## PROBLEM TO SOLVE
Set every entry down again, unchanged, picture-free.

## TASK DATA

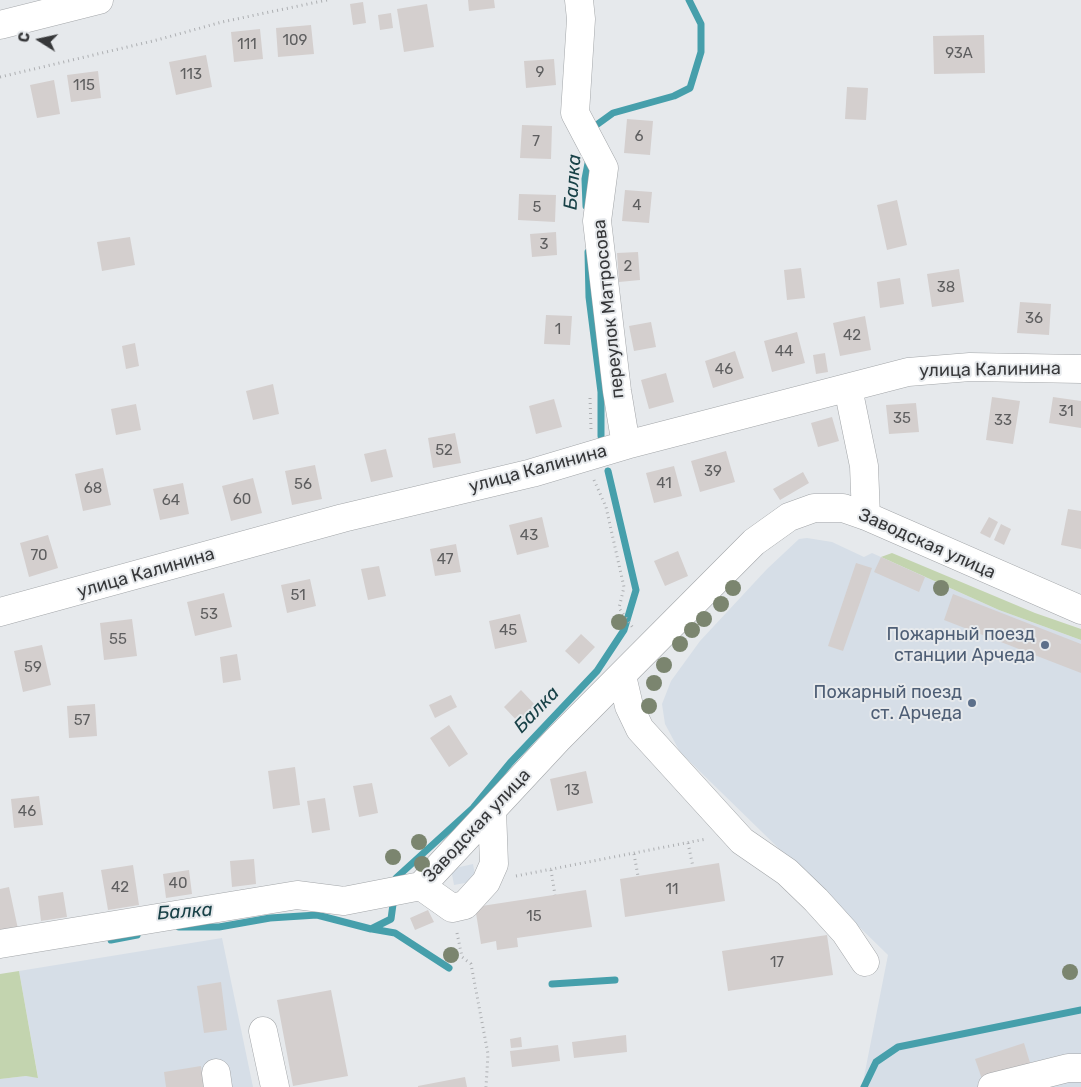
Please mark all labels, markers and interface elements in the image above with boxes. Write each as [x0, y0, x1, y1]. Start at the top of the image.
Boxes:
north arrow [15, 15, 65, 65]
text: С [16, 31, 34, 44]
house number: 109 [283, 32, 307, 50]
house number: 111 [237, 36, 257, 54]
house number: 93А [945, 45, 973, 63]
house number: 9 [536, 64, 544, 82]
house number: 113 [180, 66, 202, 84]
house number: 115 [73, 77, 95, 95]
house number: 6 [634, 128, 644, 146]
house number: 7 [532, 133, 540, 151]
water label: Балка [560, 154, 586, 210]
house number: 4 [632, 197, 642, 215]
house number: 5 [533, 199, 541, 217]
street label: переулок Матросова [589, 218, 629, 400]
house number: 3 [539, 236, 549, 254]
house number: 2 [624, 258, 632, 276]
house number: 38 [937, 279, 955, 297]
house number: 36 [1025, 310, 1043, 328]
house number: 1 [555, 321, 561, 339]
house number: 42 [843, 327, 861, 345]
house number: 44 [775, 343, 793, 361]
street label: улица Калинина [919, 358, 1061, 382]
house number: 46 [715, 361, 733, 379]
house number: 31 [1058, 403, 1074, 421]
house number: 35 [893, 410, 911, 428]
house number: 33 [994, 412, 1012, 430]
street label: улица Калинина [467, 440, 609, 498]
house number: 52 [435, 442, 453, 460]
house number: 39 [704, 463, 722, 481]
house number: 41 [656, 475, 672, 493]
house number: 56 [294, 476, 312, 494]
house number: 68 [84, 480, 102, 498]
house number: 60 [233, 491, 251, 509]
house number: 64 [162, 492, 180, 510]
street label: Заводская улица [855, 504, 999, 584]
house number: 43 [520, 527, 538, 545]
street label: улица Калинина [75, 543, 217, 603]
house number: 70 [30, 547, 48, 565]
house number: 47 [437, 551, 453, 569]
house number: 51 [290, 587, 306, 605]
house number: 53 [200, 606, 218, 624]
house number: 45 [499, 622, 517, 640]
place label: Пожарный поезд станции Арчеда [887, 624, 1035, 666]
house number: 55 [109, 631, 127, 649]
marker: Пожарный поезд станции Арчеда [1039, 639, 1051, 651]
house number: 59 [24, 659, 42, 677]
water label: Балка [510, 682, 564, 738]
place label: Пожарный поезд ст. Арчеда [814, 682, 962, 724]
marker: Пожарный поезд ст. Арчеда [966, 697, 978, 709]
house number: 57 [74, 712, 90, 730]
street label: Заводская улица [419, 765, 535, 887]
house number: 13 [564, 782, 580, 800]
house number: 46 [18, 803, 36, 821]
house number: 40 [169, 875, 187, 893]
house number: 42 [111, 879, 129, 897]
house number: 11 [666, 881, 678, 899]
water label: Балка [157, 899, 213, 925]
house number: 15 [526, 908, 542, 926]
house number: 17 [770, 954, 784, 972]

## RESULT BELOW
Please mark all labels, markers and interface elements in the image above with boxes. Write each as [x0, y0, x1, y1]. Start at the top of the image.
Boxes:
north arrow [15, 15, 65, 65]
text: С [16, 31, 34, 44]
house number: 109 [283, 32, 307, 50]
house number: 111 [237, 36, 257, 54]
house number: 93А [945, 45, 973, 63]
house number: 9 [536, 64, 544, 82]
house number: 113 [180, 66, 202, 84]
house number: 115 [73, 77, 95, 95]
house number: 6 [634, 128, 644, 146]
house number: 7 [532, 133, 540, 151]
water label: Балка [560, 154, 586, 210]
house number: 4 [632, 197, 642, 215]
house number: 5 [533, 199, 541, 217]
street label: переулок Матросова [589, 218, 629, 400]
house number: 3 [539, 236, 549, 254]
house number: 2 [624, 258, 632, 276]
house number: 38 [937, 279, 955, 297]
house number: 36 [1025, 310, 1043, 328]
house number: 1 [555, 321, 561, 339]
house number: 42 [843, 327, 861, 345]
house number: 44 [775, 343, 793, 361]
street label: улица Калинина [919, 358, 1061, 382]
house number: 46 [715, 361, 733, 379]
house number: 31 [1058, 403, 1074, 421]
house number: 35 [893, 410, 911, 428]
house number: 33 [994, 412, 1012, 430]
street label: улица Калинина [467, 440, 609, 498]
house number: 52 [435, 442, 453, 460]
house number: 39 [704, 463, 722, 481]
house number: 41 [656, 475, 672, 493]
house number: 56 [294, 476, 312, 494]
house number: 68 [84, 480, 102, 498]
house number: 60 [233, 491, 251, 509]
house number: 64 [162, 492, 180, 510]
street label: Заводская улица [855, 504, 999, 584]
house number: 43 [520, 527, 538, 545]
street label: улица Калинина [75, 543, 217, 603]
house number: 70 [30, 547, 48, 565]
house number: 47 [437, 551, 453, 569]
house number: 51 [290, 587, 306, 605]
house number: 53 [200, 606, 218, 624]
house number: 45 [499, 622, 517, 640]
place label: Пожарный поезд станции Арчеда [887, 624, 1035, 666]
house number: 55 [109, 631, 127, 649]
marker: Пожарный поезд станции Арчеда [1039, 639, 1051, 651]
house number: 59 [24, 659, 42, 677]
water label: Балка [510, 682, 564, 738]
place label: Пожарный поезд ст. Арчеда [814, 682, 962, 724]
marker: Пожарный поезд ст. Арчеда [966, 697, 978, 709]
house number: 57 [74, 712, 90, 730]
street label: Заводская улица [419, 765, 535, 887]
house number: 13 [564, 782, 580, 800]
house number: 46 [18, 803, 36, 821]
house number: 40 [169, 875, 187, 893]
house number: 42 [111, 879, 129, 897]
house number: 11 [666, 881, 678, 899]
water label: Балка [157, 899, 213, 925]
house number: 15 [526, 908, 542, 926]
house number: 17 [770, 954, 784, 972]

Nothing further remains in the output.